Comment booster la propulsion spatiale

18.08.2021, par
Les scientifiques tentent aussi de mettre au point des propulseurs à plasma, comme ce propulseur à effet Hall miniature développé au sein d’Oracle, laboratoire commun au laboratoire Icare et à la start-up Exotrail.
Plus performants, plus légers, plus propres… Les scientifiques tentent par tous les moyens d’améliorer les systèmes qui permettent aux fusées, navettes et satellites de s’arracher à la Terre et de se déplacer dans l’espace.

(Cet article est issu du dossier « La ruée vers l'espace » publié dans le n°10 de la revue Carnets de science)

L’audacieuse manœuvre remonte au 28 décembre 2020. Ce jour-là, un satellite commercial est, pour la première fois, parvenu à rejoindre son orbite de travail après avoir expulsé un plasma fait de particules d’iode lancées à très grande vitesse. En éjectant par deux fois, durant 90 minutes, ce gaz ionisé à travers des tuyères, le propulseur high-tech de la mission chinoise Beihangkongshi-1 a exercé une poussée suffisante pour permettre au vaisseau de remonter en altitude de 700 mètres et se positionner sur sa trajectoire définitive. Un exploit riche en promesses : « L’iode est quarante fois meilleur marché que le xénon, le carburant ou “ergol” habituellement employé par ce mode de propulsion dit “électrique” », explique Ane Aanesland, ancienne chercheuse en physique au Laboratoire de physique des plasmas1, récompensée en 2019 par la médaille de l’innovation du CNRS, et dont la start-up ThrustMe, fondée avec son collègue Dmytro Rafalskyi, a conçu et fourni le système. 
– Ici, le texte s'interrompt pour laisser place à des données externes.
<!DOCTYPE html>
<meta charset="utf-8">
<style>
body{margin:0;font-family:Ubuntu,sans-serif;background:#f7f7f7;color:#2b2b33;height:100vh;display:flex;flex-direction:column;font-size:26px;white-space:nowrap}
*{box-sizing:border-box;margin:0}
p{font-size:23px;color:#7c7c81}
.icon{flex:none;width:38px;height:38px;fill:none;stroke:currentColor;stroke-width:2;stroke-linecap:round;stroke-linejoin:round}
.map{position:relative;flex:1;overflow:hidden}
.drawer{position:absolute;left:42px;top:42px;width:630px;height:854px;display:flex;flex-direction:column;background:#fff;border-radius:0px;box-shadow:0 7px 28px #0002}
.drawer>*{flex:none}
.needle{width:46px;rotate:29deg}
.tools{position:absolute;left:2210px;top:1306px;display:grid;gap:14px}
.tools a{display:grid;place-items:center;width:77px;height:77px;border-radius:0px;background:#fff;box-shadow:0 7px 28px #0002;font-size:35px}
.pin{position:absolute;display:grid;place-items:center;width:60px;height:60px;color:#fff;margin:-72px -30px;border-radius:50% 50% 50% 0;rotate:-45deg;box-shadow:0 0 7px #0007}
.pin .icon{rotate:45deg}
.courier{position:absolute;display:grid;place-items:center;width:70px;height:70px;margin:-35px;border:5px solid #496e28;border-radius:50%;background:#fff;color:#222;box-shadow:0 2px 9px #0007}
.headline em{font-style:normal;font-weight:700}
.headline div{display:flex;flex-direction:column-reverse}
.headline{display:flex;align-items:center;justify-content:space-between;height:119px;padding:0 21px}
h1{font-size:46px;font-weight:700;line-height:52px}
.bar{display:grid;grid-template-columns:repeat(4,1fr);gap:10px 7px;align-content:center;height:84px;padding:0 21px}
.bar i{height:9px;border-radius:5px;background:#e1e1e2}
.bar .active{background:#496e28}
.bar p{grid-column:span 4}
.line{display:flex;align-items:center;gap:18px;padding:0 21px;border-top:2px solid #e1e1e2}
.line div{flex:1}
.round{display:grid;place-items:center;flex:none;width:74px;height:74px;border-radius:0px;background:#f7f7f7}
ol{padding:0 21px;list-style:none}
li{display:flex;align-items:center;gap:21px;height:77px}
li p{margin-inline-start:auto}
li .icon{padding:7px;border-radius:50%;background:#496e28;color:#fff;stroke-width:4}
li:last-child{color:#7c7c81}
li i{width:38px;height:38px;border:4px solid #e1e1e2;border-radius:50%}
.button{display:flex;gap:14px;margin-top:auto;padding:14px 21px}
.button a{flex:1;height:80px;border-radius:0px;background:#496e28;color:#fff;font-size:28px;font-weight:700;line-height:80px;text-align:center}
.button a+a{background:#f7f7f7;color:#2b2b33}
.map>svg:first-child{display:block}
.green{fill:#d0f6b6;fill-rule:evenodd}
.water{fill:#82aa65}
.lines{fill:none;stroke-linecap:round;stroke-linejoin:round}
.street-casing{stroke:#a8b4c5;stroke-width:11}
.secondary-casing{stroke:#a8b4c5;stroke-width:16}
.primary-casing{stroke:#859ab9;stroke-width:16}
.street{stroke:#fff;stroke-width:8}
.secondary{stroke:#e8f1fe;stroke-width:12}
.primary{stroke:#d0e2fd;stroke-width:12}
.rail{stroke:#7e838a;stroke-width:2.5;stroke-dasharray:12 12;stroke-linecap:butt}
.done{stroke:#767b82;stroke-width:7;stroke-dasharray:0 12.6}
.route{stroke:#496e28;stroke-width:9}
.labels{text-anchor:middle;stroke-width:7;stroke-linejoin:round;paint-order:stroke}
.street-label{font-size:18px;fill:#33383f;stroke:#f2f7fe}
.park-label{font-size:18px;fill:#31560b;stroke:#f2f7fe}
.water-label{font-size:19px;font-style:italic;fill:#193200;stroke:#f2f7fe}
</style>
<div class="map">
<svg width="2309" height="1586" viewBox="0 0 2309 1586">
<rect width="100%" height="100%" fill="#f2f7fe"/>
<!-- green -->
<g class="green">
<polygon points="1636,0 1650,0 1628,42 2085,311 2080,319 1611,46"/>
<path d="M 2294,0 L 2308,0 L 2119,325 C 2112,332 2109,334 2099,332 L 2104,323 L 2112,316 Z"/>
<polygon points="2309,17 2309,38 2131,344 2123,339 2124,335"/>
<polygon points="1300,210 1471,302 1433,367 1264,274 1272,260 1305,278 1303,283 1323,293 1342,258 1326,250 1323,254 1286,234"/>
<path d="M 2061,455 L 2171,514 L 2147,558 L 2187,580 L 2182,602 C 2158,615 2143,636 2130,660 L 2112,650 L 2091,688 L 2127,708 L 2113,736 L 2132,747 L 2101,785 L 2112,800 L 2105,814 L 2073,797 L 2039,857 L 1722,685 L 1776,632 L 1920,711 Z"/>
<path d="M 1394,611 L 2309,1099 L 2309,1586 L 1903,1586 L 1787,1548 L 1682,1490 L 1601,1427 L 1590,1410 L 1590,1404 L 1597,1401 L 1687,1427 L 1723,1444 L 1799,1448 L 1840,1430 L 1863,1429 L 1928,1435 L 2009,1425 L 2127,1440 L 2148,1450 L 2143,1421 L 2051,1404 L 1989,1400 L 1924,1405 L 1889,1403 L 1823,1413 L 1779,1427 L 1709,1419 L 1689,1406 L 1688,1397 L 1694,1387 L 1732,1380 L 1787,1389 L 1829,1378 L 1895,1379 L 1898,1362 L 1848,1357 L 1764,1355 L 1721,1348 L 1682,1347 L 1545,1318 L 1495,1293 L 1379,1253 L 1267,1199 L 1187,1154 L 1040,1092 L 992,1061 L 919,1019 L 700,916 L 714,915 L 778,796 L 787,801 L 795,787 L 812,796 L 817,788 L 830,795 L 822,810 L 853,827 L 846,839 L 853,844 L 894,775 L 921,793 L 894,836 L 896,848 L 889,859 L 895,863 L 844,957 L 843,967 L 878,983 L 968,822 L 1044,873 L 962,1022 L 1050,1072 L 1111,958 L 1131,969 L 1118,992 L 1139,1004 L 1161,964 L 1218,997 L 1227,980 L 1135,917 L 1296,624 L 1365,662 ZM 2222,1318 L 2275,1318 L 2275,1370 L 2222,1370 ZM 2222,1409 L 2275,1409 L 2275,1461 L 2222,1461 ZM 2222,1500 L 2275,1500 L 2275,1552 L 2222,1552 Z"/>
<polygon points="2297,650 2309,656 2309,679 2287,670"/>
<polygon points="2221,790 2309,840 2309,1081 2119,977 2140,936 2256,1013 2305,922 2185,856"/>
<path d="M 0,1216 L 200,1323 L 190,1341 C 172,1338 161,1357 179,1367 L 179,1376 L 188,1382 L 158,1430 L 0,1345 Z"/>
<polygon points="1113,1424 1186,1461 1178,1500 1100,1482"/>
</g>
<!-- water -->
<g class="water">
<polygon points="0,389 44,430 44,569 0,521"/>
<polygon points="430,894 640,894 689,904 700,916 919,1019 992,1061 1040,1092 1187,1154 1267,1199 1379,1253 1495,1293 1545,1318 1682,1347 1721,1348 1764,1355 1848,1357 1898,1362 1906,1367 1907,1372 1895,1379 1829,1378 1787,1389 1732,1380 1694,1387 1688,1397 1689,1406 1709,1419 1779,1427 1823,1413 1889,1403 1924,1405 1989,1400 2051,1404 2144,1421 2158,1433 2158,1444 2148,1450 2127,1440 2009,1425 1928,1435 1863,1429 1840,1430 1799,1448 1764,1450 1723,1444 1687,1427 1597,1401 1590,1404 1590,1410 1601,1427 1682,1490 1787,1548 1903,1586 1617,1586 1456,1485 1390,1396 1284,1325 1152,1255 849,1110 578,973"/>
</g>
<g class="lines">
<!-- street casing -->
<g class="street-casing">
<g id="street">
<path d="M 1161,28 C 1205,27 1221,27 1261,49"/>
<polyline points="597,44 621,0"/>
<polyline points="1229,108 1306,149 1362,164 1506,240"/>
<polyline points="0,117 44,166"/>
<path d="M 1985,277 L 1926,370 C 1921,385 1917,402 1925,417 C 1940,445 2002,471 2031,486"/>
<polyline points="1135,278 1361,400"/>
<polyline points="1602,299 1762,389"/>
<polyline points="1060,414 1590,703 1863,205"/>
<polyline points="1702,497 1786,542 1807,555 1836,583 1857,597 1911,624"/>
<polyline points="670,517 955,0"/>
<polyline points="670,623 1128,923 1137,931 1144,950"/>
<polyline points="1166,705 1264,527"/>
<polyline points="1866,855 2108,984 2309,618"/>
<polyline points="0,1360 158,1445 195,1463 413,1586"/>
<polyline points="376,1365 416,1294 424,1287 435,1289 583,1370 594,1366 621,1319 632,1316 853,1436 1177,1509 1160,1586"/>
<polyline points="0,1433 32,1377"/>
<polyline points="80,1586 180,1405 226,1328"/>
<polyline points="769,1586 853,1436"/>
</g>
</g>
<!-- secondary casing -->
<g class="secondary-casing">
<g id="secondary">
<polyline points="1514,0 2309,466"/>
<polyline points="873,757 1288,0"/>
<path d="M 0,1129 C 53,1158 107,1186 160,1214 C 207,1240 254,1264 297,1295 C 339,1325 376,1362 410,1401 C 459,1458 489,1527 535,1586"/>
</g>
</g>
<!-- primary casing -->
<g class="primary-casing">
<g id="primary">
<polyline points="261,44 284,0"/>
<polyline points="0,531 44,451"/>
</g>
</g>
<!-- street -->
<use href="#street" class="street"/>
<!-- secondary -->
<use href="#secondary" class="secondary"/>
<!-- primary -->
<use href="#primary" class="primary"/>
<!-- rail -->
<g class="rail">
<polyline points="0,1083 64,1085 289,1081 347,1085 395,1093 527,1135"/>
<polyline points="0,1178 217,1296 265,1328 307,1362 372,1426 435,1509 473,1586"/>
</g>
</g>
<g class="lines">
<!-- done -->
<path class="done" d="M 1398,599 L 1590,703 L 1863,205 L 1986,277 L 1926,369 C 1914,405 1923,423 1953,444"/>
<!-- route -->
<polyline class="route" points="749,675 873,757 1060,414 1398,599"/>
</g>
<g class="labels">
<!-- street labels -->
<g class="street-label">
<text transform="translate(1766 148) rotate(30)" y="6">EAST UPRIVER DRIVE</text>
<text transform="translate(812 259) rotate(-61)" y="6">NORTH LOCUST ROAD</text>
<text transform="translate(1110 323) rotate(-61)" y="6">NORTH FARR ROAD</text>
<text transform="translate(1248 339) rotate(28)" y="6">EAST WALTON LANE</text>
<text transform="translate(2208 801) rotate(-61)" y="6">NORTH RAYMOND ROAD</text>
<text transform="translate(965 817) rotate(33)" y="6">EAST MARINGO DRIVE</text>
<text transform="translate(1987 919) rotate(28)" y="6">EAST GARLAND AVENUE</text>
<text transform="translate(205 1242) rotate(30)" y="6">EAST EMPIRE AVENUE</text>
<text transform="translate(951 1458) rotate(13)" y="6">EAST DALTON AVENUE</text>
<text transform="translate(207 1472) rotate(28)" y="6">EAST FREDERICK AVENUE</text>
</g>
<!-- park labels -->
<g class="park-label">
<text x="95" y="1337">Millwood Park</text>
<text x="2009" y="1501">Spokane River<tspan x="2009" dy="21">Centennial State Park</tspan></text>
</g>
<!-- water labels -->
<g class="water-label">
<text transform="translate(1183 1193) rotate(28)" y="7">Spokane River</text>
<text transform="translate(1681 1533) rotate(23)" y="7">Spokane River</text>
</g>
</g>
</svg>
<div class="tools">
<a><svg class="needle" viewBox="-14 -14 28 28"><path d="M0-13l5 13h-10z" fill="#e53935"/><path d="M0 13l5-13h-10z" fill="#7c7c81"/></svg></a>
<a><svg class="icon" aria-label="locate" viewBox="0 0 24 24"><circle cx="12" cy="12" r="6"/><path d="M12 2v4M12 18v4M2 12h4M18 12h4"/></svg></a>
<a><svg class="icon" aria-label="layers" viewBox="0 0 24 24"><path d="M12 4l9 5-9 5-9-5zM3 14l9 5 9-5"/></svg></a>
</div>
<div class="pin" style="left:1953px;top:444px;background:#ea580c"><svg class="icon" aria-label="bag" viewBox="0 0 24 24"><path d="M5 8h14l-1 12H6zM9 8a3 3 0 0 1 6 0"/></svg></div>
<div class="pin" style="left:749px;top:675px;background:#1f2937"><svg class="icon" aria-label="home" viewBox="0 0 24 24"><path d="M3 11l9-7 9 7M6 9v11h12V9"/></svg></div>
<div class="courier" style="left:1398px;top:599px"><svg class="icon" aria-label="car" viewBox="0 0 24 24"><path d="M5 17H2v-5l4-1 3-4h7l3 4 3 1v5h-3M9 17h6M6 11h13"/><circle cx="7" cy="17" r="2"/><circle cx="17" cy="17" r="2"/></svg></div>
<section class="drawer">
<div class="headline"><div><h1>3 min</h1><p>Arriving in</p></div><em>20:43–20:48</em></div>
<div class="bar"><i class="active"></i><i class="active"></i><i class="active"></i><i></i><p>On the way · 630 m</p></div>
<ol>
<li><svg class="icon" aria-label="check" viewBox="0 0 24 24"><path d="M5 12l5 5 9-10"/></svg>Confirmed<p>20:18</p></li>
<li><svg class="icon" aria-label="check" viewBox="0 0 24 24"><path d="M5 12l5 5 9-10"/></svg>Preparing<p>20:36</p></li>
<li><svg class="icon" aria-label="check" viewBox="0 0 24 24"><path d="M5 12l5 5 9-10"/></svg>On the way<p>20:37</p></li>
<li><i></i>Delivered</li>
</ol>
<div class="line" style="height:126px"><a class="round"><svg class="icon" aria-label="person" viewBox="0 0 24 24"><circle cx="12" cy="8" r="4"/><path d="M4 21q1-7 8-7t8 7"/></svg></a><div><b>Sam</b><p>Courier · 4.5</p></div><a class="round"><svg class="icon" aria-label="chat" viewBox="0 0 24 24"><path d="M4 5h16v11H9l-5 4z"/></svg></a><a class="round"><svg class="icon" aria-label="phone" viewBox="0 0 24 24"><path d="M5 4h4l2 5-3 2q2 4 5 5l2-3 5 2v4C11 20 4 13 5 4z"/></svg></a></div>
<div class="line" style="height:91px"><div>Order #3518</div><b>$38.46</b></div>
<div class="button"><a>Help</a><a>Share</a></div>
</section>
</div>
NPT30-I2, système de propulsion électrique développé par ThrustMe utilisant de l’iode comme ergol. Il est le premier système de propulsion électrique à l'iode du monde.
NPT30-I2, système de propulsion électrique développé par ThrustMe utilisant de l’iode comme ergol. Il est le premier système de propulsion électrique à l'iode du monde.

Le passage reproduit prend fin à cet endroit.